# Wife wants a nice knife set for christmas, what to get?



## familyguy (Nov 17, 2003)

My wife says she wants a decent set of knives and a block to keep them in.  She doesn't want knives for us to eat with, just for food preparation.  She's had many a $30 wal-mart knife/block sets.  I want to get her something nice but also have a limited budget.  I looked on ebay to see what brands are out there but unfortunately don't know what's good and what's bad.  I am hoping to find something nice for $100 but can go as high as $150.  What do you all suggest?  She is doing normal kitchen stuff for our family of 4 and likes to have family get togethers, she really does a lot in the kitchen and I would like to get her something she will enjoy.

Thanks for you suggestions!
--R


----------



## kitchenelf (Nov 17, 2003)

Hi familyguy!!  Welcome to the board.

Knives are really expensive and in my opinion it is better to have one $100.00 knife than a whole set for $99.99.

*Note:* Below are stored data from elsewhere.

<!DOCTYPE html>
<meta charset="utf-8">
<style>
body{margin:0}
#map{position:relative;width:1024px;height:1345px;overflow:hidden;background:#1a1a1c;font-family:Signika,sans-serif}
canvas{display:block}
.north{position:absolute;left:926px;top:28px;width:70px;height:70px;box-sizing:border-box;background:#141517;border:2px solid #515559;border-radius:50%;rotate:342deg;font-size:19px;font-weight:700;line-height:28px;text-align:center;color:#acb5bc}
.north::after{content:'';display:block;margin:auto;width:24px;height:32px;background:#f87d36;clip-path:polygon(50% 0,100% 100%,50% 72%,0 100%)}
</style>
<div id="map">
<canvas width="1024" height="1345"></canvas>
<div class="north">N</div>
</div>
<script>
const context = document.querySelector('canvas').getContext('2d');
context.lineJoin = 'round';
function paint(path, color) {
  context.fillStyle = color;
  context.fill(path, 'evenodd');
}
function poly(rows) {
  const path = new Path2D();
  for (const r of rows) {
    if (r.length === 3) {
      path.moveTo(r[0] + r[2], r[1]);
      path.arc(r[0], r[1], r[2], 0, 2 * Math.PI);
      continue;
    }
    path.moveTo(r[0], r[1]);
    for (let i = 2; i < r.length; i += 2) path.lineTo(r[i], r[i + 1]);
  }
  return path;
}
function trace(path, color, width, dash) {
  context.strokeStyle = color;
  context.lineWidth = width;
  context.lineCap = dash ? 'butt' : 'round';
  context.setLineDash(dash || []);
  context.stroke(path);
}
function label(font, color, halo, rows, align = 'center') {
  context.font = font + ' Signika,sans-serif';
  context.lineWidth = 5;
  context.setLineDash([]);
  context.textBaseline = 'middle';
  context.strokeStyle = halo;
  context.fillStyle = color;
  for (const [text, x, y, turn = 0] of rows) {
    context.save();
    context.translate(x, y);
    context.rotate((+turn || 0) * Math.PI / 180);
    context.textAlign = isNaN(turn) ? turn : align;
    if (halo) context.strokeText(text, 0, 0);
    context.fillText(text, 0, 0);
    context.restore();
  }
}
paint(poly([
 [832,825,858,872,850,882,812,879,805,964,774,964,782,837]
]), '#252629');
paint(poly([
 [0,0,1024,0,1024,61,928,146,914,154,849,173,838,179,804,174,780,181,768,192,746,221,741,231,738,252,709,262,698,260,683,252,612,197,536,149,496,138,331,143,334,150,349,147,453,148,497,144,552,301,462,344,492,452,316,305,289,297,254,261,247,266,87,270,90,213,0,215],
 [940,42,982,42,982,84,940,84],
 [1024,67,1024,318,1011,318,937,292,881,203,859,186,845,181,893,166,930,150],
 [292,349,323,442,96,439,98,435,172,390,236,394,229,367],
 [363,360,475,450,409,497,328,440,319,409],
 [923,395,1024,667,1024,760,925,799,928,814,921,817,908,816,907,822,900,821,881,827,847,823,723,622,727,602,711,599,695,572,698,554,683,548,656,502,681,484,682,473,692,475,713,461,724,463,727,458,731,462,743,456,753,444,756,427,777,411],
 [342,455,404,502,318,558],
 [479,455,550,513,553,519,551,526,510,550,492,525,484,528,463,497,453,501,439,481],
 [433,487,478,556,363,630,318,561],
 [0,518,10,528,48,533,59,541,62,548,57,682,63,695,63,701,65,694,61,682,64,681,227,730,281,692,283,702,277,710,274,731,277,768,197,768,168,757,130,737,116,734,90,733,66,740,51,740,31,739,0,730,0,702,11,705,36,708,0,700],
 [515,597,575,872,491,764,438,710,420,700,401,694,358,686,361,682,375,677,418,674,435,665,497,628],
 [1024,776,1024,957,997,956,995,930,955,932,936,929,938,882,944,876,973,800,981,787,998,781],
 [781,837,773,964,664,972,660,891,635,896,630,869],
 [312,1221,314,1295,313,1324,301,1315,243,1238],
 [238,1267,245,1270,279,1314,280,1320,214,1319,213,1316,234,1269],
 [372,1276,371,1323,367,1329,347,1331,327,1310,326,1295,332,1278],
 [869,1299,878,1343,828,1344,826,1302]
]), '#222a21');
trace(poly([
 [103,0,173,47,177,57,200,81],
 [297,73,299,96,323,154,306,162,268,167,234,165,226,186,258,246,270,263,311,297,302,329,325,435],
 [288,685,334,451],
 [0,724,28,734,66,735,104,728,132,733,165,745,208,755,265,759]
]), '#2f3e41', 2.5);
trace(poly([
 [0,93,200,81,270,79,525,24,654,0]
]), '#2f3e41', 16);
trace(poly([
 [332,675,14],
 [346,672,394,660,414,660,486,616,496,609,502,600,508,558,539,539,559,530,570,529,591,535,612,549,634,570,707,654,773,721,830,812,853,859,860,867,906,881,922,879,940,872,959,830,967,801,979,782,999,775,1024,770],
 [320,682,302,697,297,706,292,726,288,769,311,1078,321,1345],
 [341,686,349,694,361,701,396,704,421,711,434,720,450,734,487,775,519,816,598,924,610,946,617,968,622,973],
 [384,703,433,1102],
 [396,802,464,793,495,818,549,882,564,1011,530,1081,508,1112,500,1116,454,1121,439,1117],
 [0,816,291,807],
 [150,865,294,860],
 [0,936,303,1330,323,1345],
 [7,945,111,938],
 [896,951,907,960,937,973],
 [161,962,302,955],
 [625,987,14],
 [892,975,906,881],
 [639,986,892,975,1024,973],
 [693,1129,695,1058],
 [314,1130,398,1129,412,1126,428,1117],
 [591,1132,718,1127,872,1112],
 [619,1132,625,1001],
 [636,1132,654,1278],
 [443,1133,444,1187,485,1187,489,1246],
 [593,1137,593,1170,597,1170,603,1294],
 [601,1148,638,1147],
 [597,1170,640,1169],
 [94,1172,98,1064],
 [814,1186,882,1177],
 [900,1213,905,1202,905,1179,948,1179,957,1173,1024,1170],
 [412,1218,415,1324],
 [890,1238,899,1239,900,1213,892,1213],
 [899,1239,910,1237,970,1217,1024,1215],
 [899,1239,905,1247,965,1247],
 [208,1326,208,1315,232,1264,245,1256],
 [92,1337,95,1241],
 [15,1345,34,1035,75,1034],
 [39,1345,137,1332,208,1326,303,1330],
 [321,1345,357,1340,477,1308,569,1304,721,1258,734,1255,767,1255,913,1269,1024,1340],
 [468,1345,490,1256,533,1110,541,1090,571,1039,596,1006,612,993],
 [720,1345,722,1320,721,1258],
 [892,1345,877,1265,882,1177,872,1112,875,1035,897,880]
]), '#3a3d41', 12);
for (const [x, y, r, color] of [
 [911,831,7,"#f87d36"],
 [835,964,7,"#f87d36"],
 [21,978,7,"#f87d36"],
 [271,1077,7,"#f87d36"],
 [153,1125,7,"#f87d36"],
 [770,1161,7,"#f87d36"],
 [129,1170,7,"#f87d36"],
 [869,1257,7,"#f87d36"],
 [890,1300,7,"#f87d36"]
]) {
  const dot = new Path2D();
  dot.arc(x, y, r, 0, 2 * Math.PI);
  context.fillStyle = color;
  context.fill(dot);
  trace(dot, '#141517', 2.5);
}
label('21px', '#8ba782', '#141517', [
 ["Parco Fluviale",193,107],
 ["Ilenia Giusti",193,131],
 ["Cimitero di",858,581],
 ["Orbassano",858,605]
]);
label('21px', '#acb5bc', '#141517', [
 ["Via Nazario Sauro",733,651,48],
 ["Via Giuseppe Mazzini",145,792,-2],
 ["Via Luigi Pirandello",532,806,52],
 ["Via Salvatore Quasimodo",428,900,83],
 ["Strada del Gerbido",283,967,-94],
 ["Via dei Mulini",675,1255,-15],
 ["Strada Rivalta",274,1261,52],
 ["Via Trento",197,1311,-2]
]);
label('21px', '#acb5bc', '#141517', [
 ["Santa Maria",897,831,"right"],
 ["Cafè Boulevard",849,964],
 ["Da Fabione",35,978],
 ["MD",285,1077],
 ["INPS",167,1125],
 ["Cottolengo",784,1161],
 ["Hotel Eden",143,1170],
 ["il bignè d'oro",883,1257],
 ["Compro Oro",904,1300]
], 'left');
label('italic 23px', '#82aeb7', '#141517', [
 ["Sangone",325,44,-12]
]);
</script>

I would look for Wusthof - 8" chef's knife - it's around $90.00 or one of my all-time favorite knives is the one sold on the Food TV Network - 

WUSTHOF 7 IN. SANTOKU KNIFE HOLLOW EDGE - It is a great knife!!!

Make sure she has a steel to sharpen her knives each and every time she uses them - really, really, helps.  

Wow - I've been doing a little search and I think I have a winner here - 

Wusthof Classic Cook's Set (4 Pieces)  $149.95

Scroll down the page, I think it's the 4th set down - that's a winner in my book!!!!!

The 7" Santoku is a great option if you want to keep it even cheaper though - just be sure she has a steel.  I use this knife for LOTS AND LOTS of things.  It gets used every day - but the link above to the the set of Wusthof is a nice dream set.


----------



## Sam Salmon (Nov 18, 2003)

I couldn't agree more as to the Wusthoff product.

I've just bought 2 and couldn't be happier with the quality of the knife/the balance and feel of the handle in my hand as I work is second to none.


----------



## GJWhite (Dec 7, 2003)

Global knives aren't too shabby.  I also have a Cutco chef's knife and it's worked very well for me.  As an added bonus it has, like Rolex and Craftsman, a lifetime garantee.  Send the knife back at any time and they'll resharpen it free of charge.


----------



## BubbaGourmet (Dec 7, 2003)

Another brand to consider is the Victorinox stamped line with the thermo-plastic handles. Several reviews have picked this 3rd or 4th place of ALL knife brands and they are really reasonable. I bought one to try and i was impressed though I typically favor a forged knife.


----------